Thai contestant wins Last Palm Standing – Mediacorp Subaru Car Challenge
On his fifth attempt, Siripong Toosadee will be driving home a new car worth S$76,800 after clocking 76 hours, 55 minutes and five seconds.
Siripong Toosadee from Thailand was crowned winner of the Last Palm Standing – Mediacorp Subaru Car Challenge 2019 on Tuesday (Nov 5), after keeping his palm on a car for 76 hours, 55 minutes and five seconds.
For being the last person standing in the endurance competition, the 41-year-old, who works as dispatch driver, will be driving home a new Subaru Forester 2.0i-S EyeSight worth S$76,800.
It was Toosadee’s fifth time participating in the contest, which kicked off at 1pm on Saturday at the Civic Plaza of Ngee Ann City.
This is the 18th year of the Mediacorp Subaru Car Challenge. And this year’s competition saw 400 contestants from nine Asian markets in this annual contest of endurance.
“The first thing in my mind was shock. I couldn’t hear or see anything and didn’t realise I won. I never thought that a normal person like me would win such a big prize. I wanted to challenge myself and my body and prove to myself that I can do this,” he said, sharing that he had trained with weights to get ready for the ordeal.
Toosadee added: "This prize is for my family. Once I get it, I’ll put them all in the car and drive them anywhere they want to go."
As for what colour he’d want his new ride to be – “Blue. I think I’m going to choose blue for my new car.”
But before that, it’s time to relax. After a grueling four days, the first thing he is looking forward to is having a drink. “I will celebrate with bubble tea with all the other contestants!”
Toosadee beat out his two toughest opponents – Luu Van Quoc from Vietnam and Singaporean Mazlinah Ahmad, who was also the only female contestant to have lasted this long.
Being the last woman standing, Mazlinah was a crowd favourite. The registered nurse who will turn 54 years old on Christmas Day was spotted massaging fellow contestants during their periodic five minute break.
Reaching the final three, she eventually dropped out – after her hand slipped from the palm print.

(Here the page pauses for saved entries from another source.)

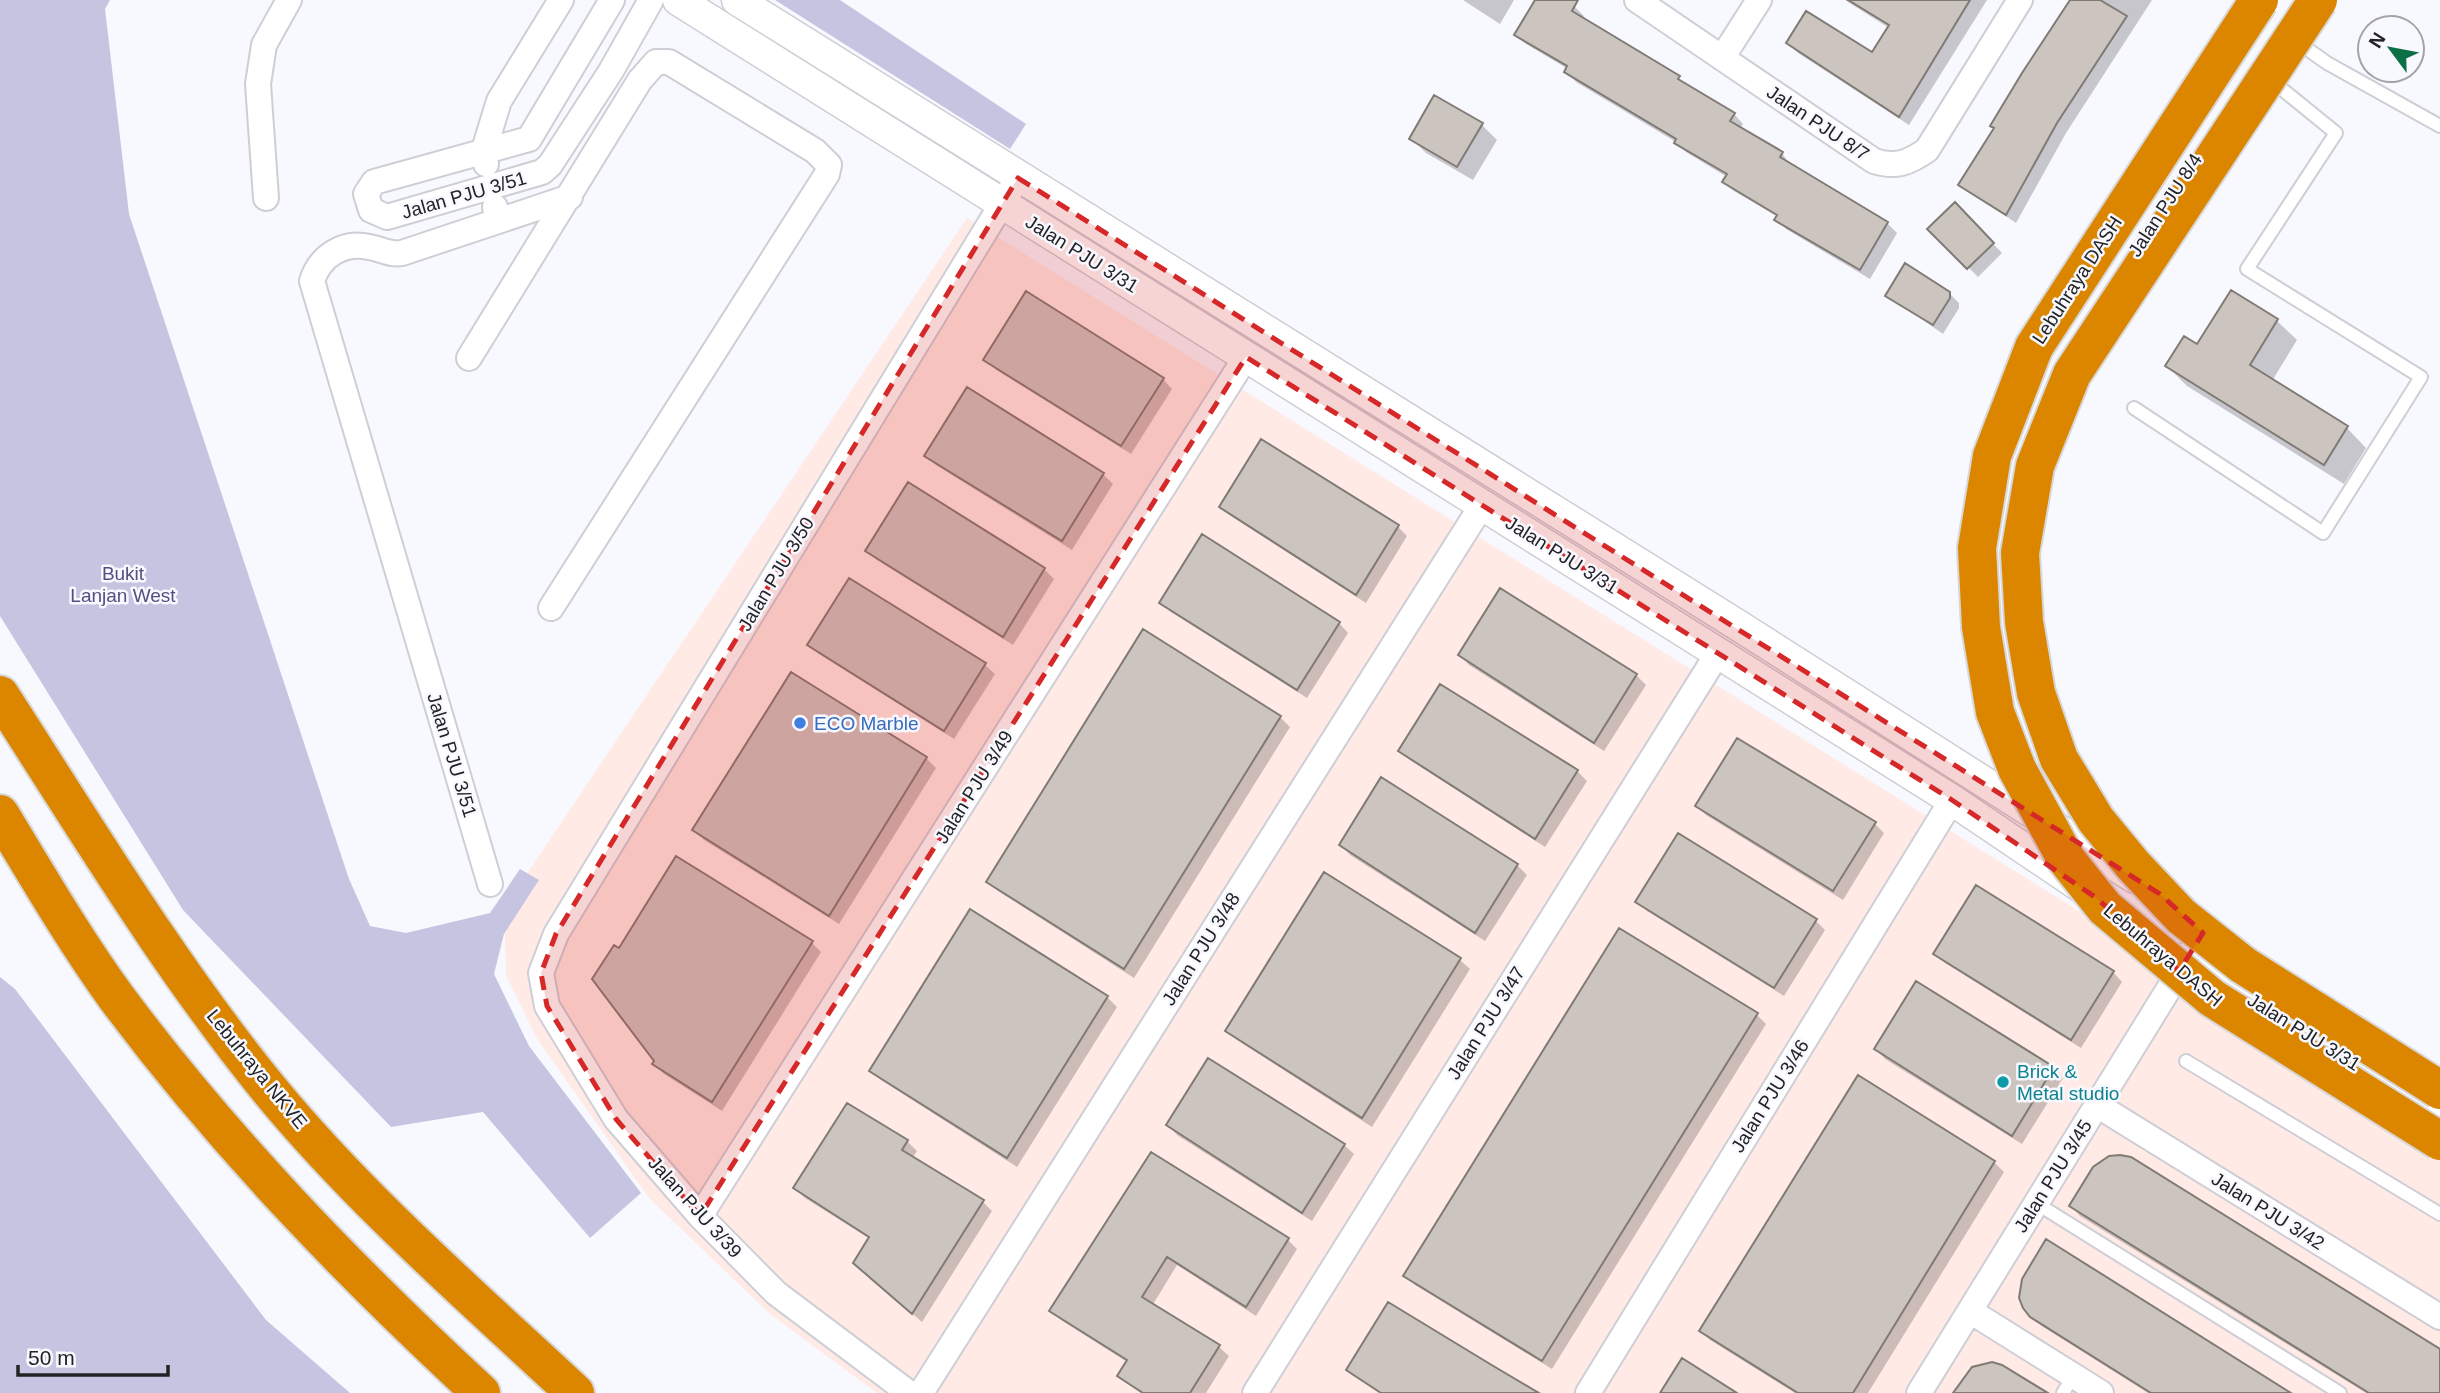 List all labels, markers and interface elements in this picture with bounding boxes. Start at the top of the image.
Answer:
north arrow [2356,14,2426,84]
text: N [2364,29,2390,52]
street label: Jalan PJU 8/7 [1763,81,1873,165]
street label: Jalan PJU 8/4 [2124,149,2206,260]
street label: Jalan PJU 3/51 [399,167,529,223]
street label: Jalan PJU 3/31 [1022,211,1142,297]
street label: Lebuhraya DASH [2028,212,2126,348]
street label: Jalan PJU 3/31 [1502,512,1622,598]
street label: Jalan PJU 3/50 [734,513,818,635]
park label: Bukit Lanjan West [70,563,176,606]
street label: Jalan PJU 3/51 [423,690,481,820]
place label: ECO Marble [814,713,919,734]
marker: ECO Marble [792,715,808,731]
street label: Jalan PJU 3/49 [931,727,1017,847]
street label: Jalan PJU 3/48 [1158,889,1244,1009]
street label: Lebuhraya DASH [2100,899,2226,1011]
street label: Jalan PJU 3/47 [1443,963,1529,1083]
street label: Jalan PJU 3/31 [2244,989,2364,1075]
street label: Lebuhraya NKVE [203,1005,311,1133]
street label: Jalan PJU 3/46 [1727,1036,1813,1156]
place label: Brick & Metal studio [2017,1061,2119,1104]
marker: Brick & Metal studio [1995,1074,2011,1090]
street label: Jalan PJU 3/45 [2010,1116,2096,1236]
street label: Jalan PJU 3/39 [644,1152,746,1262]
street label: Jalan PJU 3/42 [2208,1168,2328,1254]
scale bar [18,1334,168,1378]
text: 50 m [28,1346,75,1369]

But the popular contestant was still all smiles, waving to the crowd and organisers, and promising to "see you again next year".
On Tuesday morning, the event was temporarily halted due to bad weather, but even then, the 11 remaining contestants at that point were not allowed to sit down, lean on or touch anything.
Those who dropped out early on won’t go away empty-handed. Contestants who had crossed the first three-hour mark will win additional prizes worth up to S$10,000, while cash incentives were awarded to all participants for enduring a full 48 hours. An additional S$50 is awarded for every five hours on top of the 48.
“I feel it’s so much livelier this year with so much more engagment. We have also changed the game mechanics to include more incentives and prizes for the participants. There was such a great atmosphere, and a real sense of friendship and camaraderie between contestants,” said Debra Soon, head of Group Corporate Management at Tan Chong International Limited.